(takes about ten minutes to run without cache)
To cite the hyper2 package in publications, please use
Hankin (2017). Here I use the hyper2 package to quantify the
strength of a circular rock-paper-scissors effect using the hyper2
package, improving on previous results (West and Hankin 2008) which merely
established its existence. I use two datasets, a three-player
scoreline and a synthetic dataset referring to wear on a seven-tooth
gear wheel.
Consider the following dataset:
chess_table <- as.matrix(read.table("chess.txt"))

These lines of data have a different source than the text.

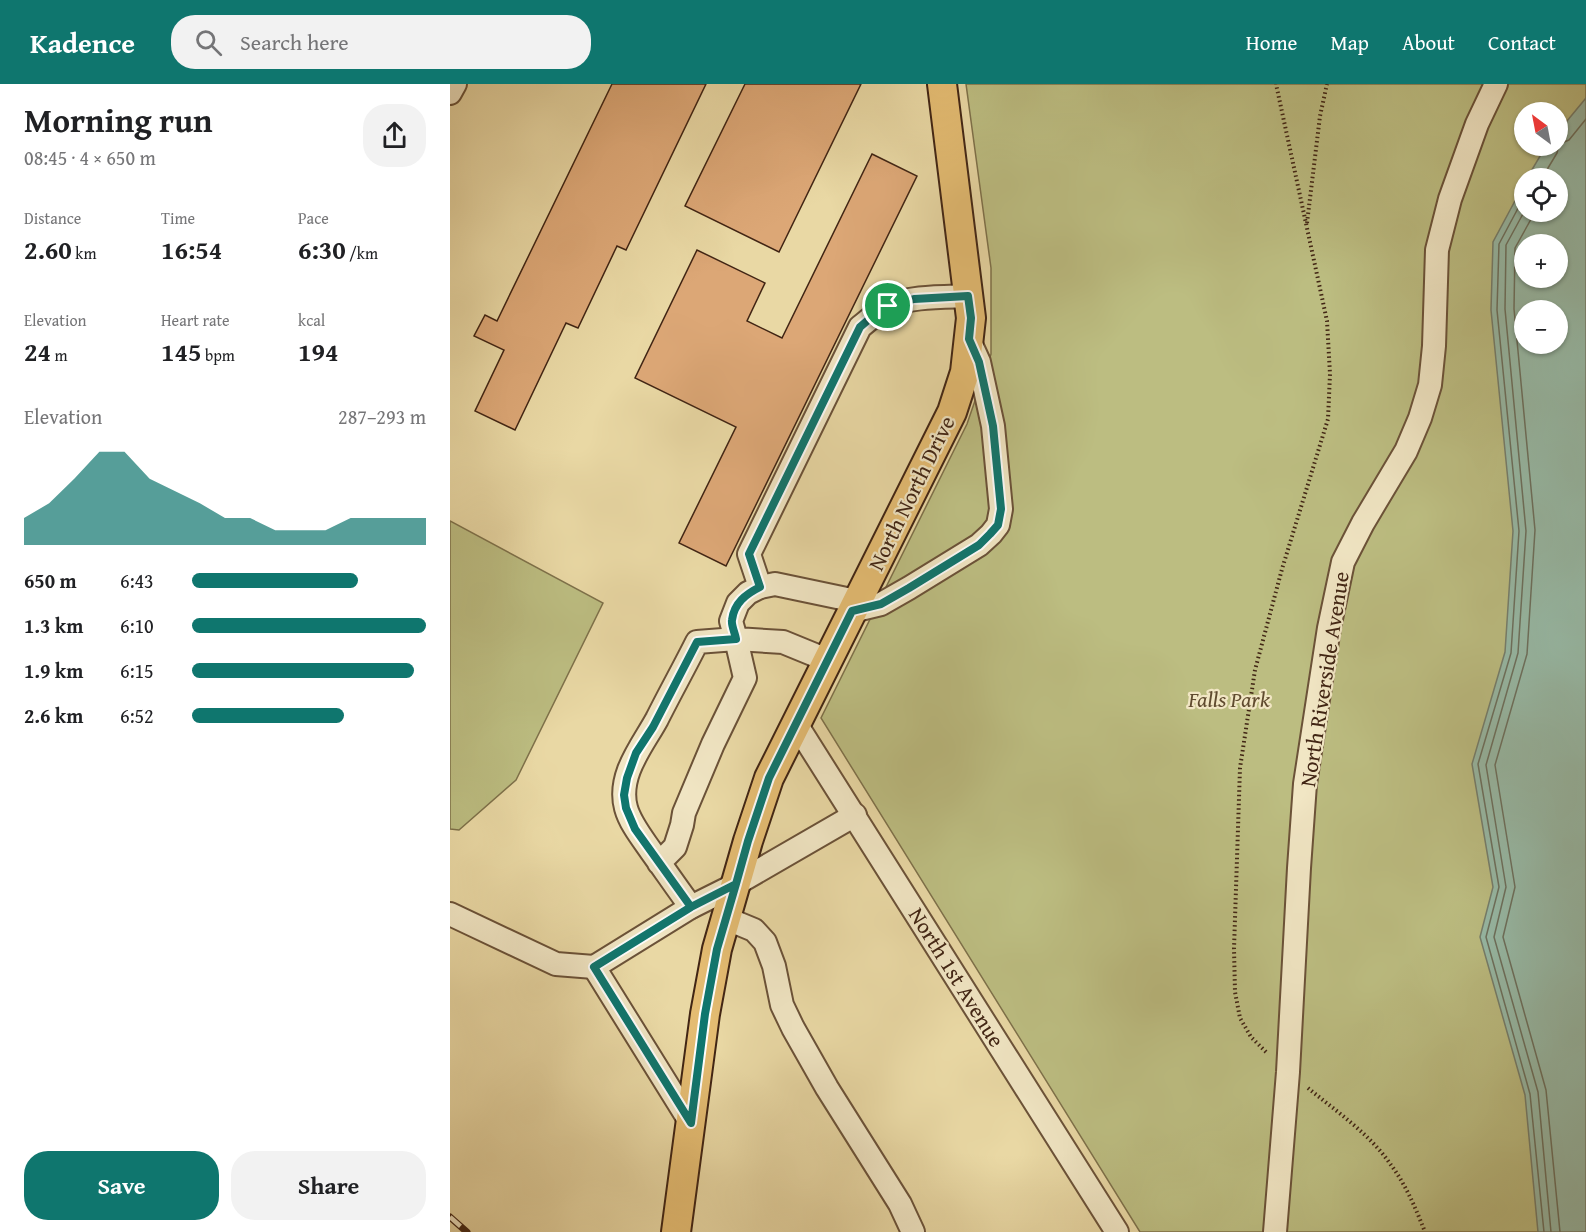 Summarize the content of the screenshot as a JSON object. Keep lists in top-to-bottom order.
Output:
{
  "streets": {
    "main road": ["North North Drive"],
    "street": ["North Riverside Avenue", "North 1st Avenue"]
  },
  "crossings": [
    ["North North Drive", "North 1st Avenue"]
  ],
  "parks": ["Falls Park"],
  "north": "top left",
  "page": {
    "header": "Kadence",
    "search": "Search here",
    "nav": [
      "Home",
      "Map",
      "About",
      "Contact"
    ],
    "heading": ["Morning run", "08:45 · 4 × 650 m"],
    "map_buttons": ["+", "−"],
    "stats": [
      ["Distance", "2.60 km"],
      ["Time", "16:54"],
      ["Pace", "6:30 /km"],
      ["Elevation", "24 m"],
      ["Heart rate", "145 bpm"],
      ["kcal", "194"]
    ],
    "chart": ["Elevation", "287–293 m"],
    "list": [
      {
        "name": "650 m",
        "note": "6:43"
      },
      {
        "name": "1.3 km",
        "note": "6:10"
      },
      {
        "name": "1.9 km",
        "note": "6:15"
      },
      {
        "name": "2.6 km",
        "note": "6:52"
      }
    ],
    "buttons": ["Save", "Share"]
  }
} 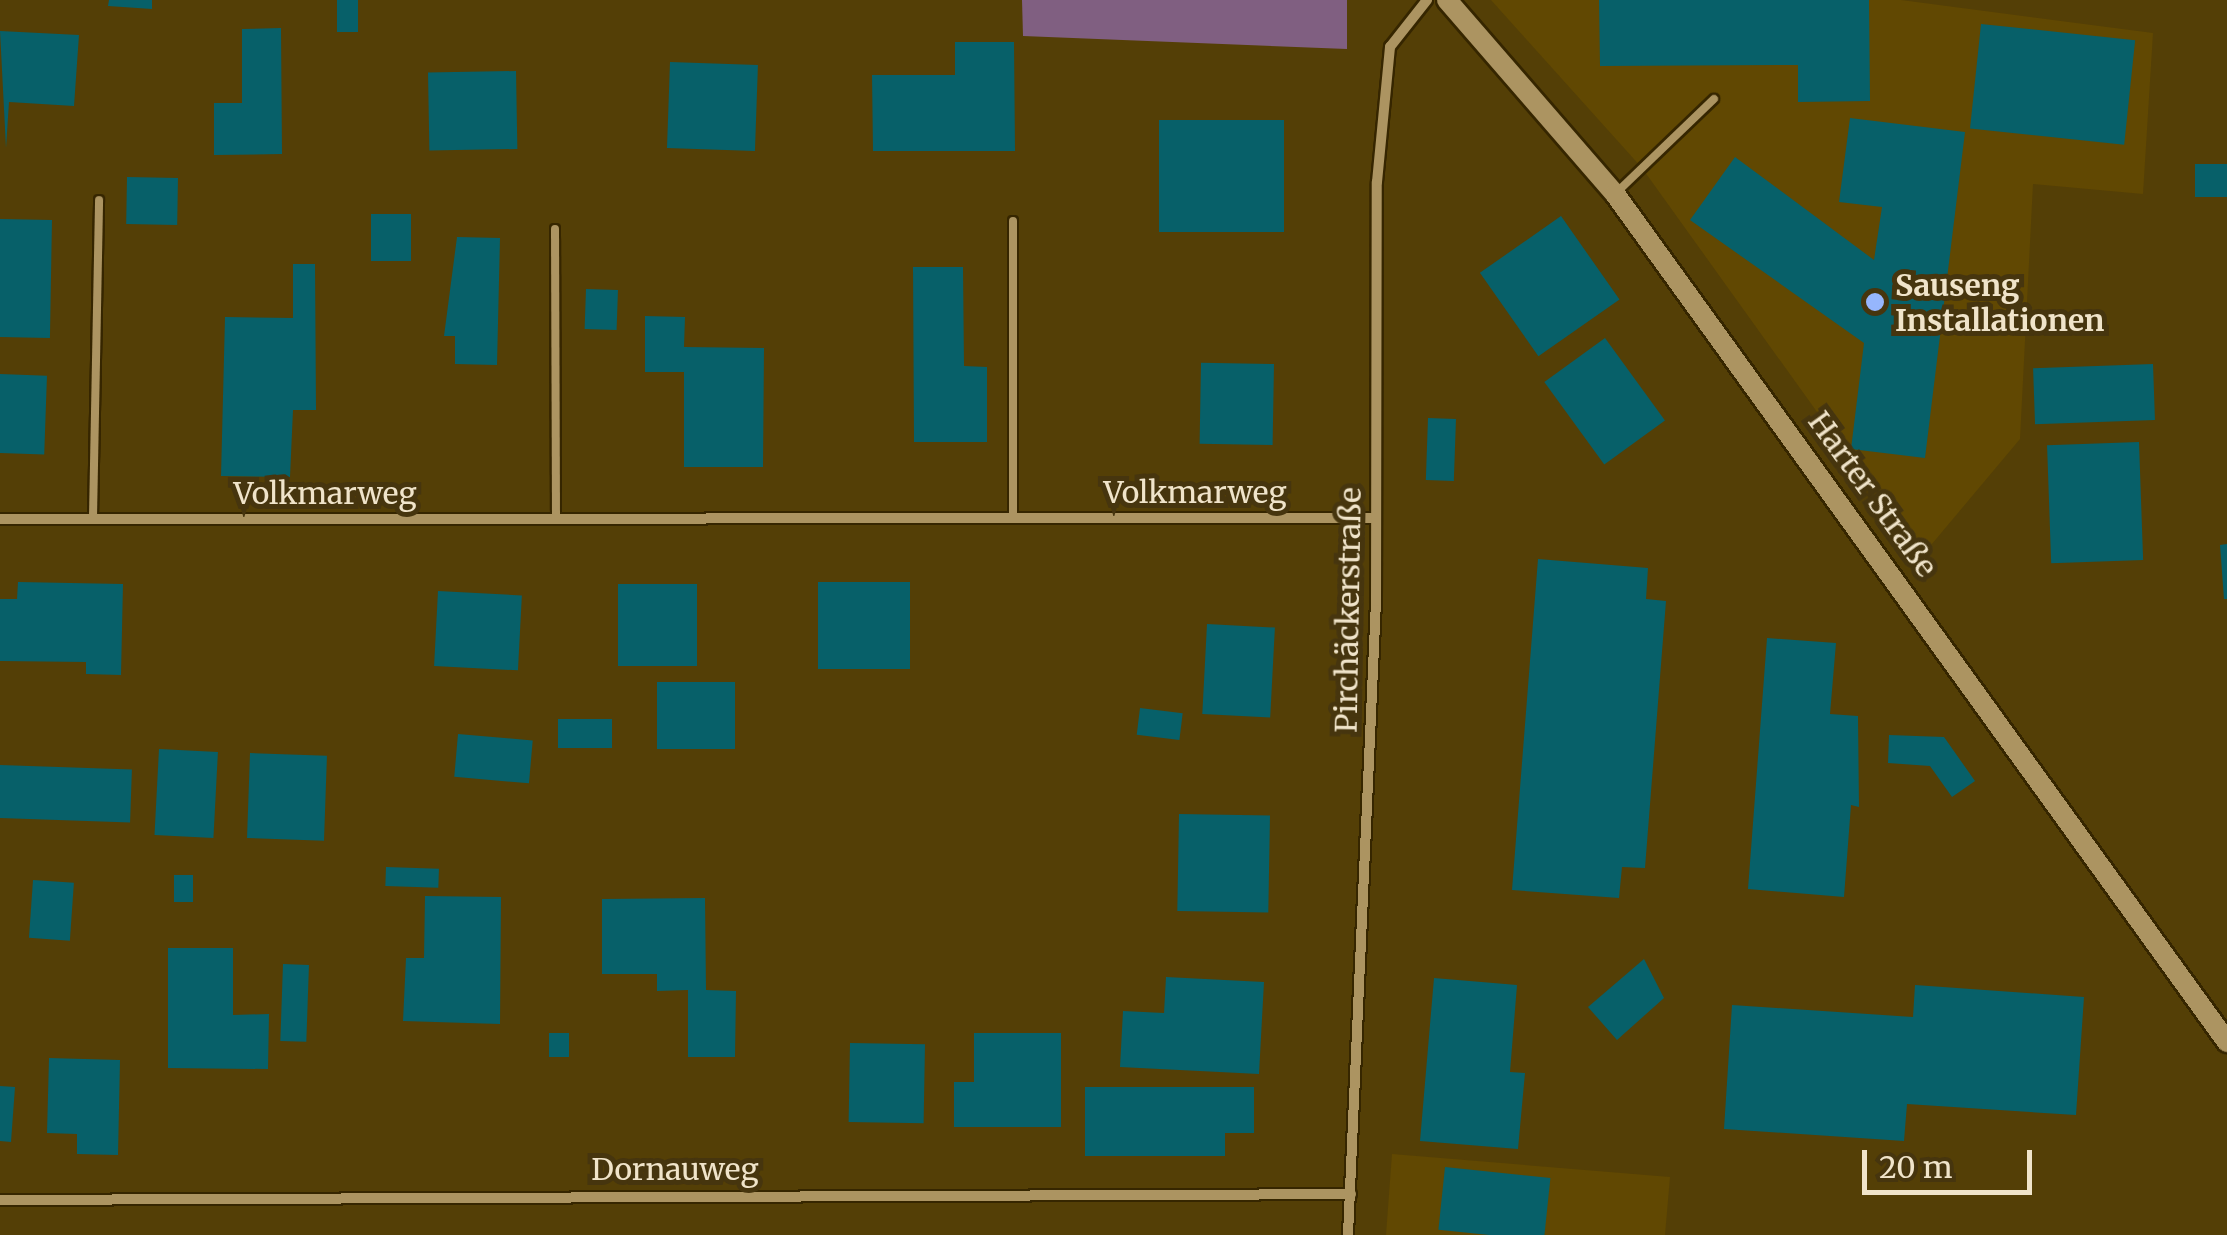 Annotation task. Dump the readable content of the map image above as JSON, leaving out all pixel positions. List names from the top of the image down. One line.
{"streets":{"main road":["Harter Straße"],"street":["Volkmarweg","Pirchäckerstraße","Dornauweg"]},"crossings":[["Volkmarweg","Pirchäckerstraße"],["Pirchäckerstraße","Dornauweg"]],"places":["Sauseng Installationen"],"scale_bar":"20 m"}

dimnames(chess_table) <- list(
match=c("T_vs_A","A_vs_K","T_vs_K"),
player=c("Topalov","Anand","Karpov"))
chess_table
## player
## match Topalov Anand Karpov
## T_vs_A 22 13 NA
## A_vs_K NA 23 12
## T_vs_K 8 NA 10
This is documented in chess.Rd and shows that Topalov played Anand
\(22+13=35\) times, winning 22 and losing 13 matches. The corresponding
likelihood function is chess:
chess <- saffy(chess_table)
chess
## log(Anand^36 * (Anand + Karpov)^-35 * (Anand + Topalov)^-35 * Karpov^22
## * (Karpov + Topalov)^-18 * Topalov^30)
chess_maxp <- maxp(chess)
chess_maxp
## Topalov Anand Karpov
## 0.4036108 0.3405168 0.2558723
(we refer to this as the “TAK” model). We might ask whether there is evidence for the players having differing strengths:
equalp.test(chess)
##
## Constrained support maximization
##
## data: chess
## null hypothesis: Topalov = Anand = Karpov
## null estimate:
## Topalov Anand Karpov
## 0.3333333 0.3333333 0.3333333
## (argmax, constrained optimization)
## Support for null: -60.99695 + K
##
## alternative hypothesis: sum p_i=1
## alternative estimate:
## Topalov Anand Karpov
## 0.4036108 0.3405168 0.2558723
## (argmax, free optimization)
## Support for alternative: -60.06174 + K
##
## degrees of freedom: 2
## support difference = 0.9352125
## p-value: 0.3925025
Thus we fail to reject \(H_0\colon p_T=p_A=p_K\) under T-A-K as the p-value is about 0.39.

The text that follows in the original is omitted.